Nvidia Post-Volta (Ampere?) Rumor and Speculation Thread

DavidGraham · Jan 4, 2020

DuckThor Evil said:
Well not quite 601mm2 for GM200 vs 471mm2 for GP102.

Yeah, I corrected that before your post.

troyan · Jan 4, 2020

gamervivek said:
With 2080Ti's size, nvidia would have issues with surpassing its performance like they did with 1080 vs. 980Ti where 980Ti ref. was ~1200MHz. RT improvements should be much easier and 4k 60fps with RTX on and no DLSS crutch can be a huge seller.

Pascal perf/mm2 doubled over Maxwell. Reference GP104 with 317mm^2 is faster than a (reference) GTX980TI with 50W less power. Dont see why would this not possible going from 12(16)nm to 7nm after three years since Volta...

Deleted member 2197 · Jan 4, 2020

They say the 50% performance increase is not impossible due to 7nm node improvements and features. Sounds like there might be some hardware feature performance trade-offs depending on how they play it.

If utilizing the density alone, NVIDIA can extract at least 50% extra performance that is due to the use of a smaller node. However, performance should increase even further because Ampere will bring new architecture as well. Combining a new manufacturing node and new microarchitecture, Ampere will reduce power consumption in half, making for a very efficient GPU solution. We still don't know if the performance will increase mostly for ray tracing applications, or will NVIDIA put the focus on general graphics performance.

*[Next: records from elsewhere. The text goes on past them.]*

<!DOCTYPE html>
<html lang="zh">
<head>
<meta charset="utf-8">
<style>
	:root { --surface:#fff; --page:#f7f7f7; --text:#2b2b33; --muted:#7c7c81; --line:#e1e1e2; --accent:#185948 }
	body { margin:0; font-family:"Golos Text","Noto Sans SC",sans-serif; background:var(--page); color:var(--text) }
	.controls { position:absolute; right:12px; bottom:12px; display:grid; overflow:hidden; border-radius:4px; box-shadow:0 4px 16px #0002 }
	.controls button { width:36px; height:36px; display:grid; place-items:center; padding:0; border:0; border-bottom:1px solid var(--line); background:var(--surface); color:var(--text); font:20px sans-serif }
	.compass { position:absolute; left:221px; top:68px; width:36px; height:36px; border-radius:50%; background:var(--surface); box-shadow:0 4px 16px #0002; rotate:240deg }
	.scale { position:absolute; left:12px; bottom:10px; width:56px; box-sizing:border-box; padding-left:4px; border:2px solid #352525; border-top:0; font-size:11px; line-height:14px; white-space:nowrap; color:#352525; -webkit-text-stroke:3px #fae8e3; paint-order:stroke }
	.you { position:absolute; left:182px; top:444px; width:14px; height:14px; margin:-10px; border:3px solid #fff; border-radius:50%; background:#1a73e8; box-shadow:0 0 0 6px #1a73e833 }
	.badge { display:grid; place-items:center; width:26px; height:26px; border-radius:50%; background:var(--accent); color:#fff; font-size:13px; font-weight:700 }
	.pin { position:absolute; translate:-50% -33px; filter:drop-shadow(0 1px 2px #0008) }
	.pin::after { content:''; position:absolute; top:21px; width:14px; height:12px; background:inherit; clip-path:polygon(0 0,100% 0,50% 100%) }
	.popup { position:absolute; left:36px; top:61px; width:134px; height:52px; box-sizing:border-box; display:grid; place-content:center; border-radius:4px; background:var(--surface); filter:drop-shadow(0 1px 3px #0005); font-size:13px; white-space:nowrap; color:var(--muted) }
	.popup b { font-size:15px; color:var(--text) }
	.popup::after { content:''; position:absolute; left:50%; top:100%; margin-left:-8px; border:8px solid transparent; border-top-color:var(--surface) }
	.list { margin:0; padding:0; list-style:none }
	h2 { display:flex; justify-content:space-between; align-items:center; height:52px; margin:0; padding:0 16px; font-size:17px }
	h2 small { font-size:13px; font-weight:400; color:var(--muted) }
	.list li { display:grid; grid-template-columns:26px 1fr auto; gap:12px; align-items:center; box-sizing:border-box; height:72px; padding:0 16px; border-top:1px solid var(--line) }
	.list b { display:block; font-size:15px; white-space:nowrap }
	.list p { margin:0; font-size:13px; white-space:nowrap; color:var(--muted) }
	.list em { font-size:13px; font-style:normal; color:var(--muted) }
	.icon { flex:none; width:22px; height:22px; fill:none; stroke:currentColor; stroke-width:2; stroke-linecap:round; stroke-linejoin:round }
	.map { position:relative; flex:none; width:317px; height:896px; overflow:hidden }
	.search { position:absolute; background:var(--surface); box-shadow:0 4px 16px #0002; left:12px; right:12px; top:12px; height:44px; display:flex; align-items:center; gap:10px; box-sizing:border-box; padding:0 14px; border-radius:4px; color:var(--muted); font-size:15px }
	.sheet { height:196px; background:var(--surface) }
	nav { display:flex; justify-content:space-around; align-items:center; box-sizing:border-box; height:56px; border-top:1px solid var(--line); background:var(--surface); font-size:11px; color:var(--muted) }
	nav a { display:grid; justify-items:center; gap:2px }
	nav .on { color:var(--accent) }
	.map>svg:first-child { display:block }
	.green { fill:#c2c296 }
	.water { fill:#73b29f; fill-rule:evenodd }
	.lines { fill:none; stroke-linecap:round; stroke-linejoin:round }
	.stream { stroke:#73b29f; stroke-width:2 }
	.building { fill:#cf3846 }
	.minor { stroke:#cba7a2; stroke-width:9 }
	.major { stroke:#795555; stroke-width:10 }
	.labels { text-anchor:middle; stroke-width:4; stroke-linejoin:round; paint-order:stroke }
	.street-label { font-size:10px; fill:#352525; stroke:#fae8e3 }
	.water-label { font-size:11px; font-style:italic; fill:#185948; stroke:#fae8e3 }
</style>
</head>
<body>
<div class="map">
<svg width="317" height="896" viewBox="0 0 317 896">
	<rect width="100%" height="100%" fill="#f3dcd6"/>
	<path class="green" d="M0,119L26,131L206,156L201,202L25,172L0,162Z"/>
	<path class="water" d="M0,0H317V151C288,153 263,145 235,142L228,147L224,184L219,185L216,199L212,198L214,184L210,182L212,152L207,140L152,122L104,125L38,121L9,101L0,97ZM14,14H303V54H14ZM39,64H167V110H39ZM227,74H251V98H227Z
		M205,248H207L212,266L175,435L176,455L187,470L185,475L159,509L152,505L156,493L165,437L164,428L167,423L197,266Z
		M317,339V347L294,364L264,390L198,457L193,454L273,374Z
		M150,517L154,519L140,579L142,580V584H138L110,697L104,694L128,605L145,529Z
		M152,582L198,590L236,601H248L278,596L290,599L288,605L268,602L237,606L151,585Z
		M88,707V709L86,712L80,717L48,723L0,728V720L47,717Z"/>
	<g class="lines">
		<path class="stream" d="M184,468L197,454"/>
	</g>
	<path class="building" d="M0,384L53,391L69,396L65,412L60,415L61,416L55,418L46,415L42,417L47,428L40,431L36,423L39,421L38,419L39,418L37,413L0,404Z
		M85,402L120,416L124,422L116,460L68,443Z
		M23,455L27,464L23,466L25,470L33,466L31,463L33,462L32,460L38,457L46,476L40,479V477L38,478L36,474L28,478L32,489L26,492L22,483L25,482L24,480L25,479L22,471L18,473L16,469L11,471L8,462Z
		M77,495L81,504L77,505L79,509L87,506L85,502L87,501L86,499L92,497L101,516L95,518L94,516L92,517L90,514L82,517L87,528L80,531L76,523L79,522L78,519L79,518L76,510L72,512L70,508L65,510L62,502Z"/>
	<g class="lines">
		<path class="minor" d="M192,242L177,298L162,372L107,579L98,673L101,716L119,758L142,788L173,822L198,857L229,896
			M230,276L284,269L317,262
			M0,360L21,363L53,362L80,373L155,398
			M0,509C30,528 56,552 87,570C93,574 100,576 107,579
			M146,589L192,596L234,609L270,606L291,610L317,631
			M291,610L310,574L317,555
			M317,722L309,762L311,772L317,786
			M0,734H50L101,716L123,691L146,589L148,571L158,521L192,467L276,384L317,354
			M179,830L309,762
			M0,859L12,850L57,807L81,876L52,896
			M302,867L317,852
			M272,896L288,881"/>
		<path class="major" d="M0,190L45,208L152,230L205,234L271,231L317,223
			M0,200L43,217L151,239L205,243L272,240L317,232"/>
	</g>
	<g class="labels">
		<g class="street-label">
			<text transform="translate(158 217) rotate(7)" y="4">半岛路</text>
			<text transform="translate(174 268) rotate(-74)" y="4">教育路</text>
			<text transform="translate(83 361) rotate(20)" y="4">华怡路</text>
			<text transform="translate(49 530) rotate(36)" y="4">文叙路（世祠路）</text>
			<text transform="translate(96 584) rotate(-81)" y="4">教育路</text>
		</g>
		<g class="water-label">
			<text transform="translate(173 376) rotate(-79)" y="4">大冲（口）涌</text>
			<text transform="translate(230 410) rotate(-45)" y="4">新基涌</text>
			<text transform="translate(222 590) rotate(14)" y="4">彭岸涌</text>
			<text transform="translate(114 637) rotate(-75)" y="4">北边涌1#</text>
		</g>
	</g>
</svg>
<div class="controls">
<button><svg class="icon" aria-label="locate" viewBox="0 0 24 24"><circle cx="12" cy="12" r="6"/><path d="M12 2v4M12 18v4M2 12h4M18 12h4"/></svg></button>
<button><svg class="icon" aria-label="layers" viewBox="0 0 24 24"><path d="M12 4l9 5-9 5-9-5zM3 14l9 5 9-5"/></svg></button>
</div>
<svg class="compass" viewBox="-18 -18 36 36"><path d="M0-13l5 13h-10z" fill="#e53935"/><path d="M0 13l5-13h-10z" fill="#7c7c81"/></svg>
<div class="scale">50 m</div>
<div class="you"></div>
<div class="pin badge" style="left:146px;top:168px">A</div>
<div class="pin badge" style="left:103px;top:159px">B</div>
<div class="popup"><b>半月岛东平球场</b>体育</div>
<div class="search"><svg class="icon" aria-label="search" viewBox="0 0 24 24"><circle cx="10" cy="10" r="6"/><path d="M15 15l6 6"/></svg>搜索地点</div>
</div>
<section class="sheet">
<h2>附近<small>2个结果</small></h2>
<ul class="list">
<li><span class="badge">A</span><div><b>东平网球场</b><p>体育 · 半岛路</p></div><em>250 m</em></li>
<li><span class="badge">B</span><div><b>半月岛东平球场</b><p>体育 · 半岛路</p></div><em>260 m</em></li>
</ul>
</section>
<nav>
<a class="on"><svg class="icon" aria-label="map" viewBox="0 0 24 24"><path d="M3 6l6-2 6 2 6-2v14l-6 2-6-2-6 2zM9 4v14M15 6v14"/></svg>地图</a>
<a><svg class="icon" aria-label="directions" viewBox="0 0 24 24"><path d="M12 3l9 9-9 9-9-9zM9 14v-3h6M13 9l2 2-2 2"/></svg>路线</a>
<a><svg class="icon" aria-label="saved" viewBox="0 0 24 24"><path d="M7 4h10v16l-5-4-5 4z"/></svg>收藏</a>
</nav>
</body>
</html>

https://www.techpowerup.com/262592/...to-be-50-faster-than-turing-at-half-the-power

Benetanegia · Jan 4, 2020

gamervivek said:
Pascal saw 50-70% perf/W improvement over Maxwell, though the latter was not as clocked high with turbo boosting. 3x perf/W would be 4-6 times as good as that and highly unlikely.

With 2080Ti's size, nvidia would have issues with surpassing its performance like they did with 1080 vs. 980Ti where 980Ti ref. was ~1200MHz. RT improvements should be much easier and 4k 60fps with RTX on and no DLSS crutch can be a huge seller.

3x is not 4-6 times as good as that. 70% is equal to 1.7x and 3x is just 1.76x times 1.7x.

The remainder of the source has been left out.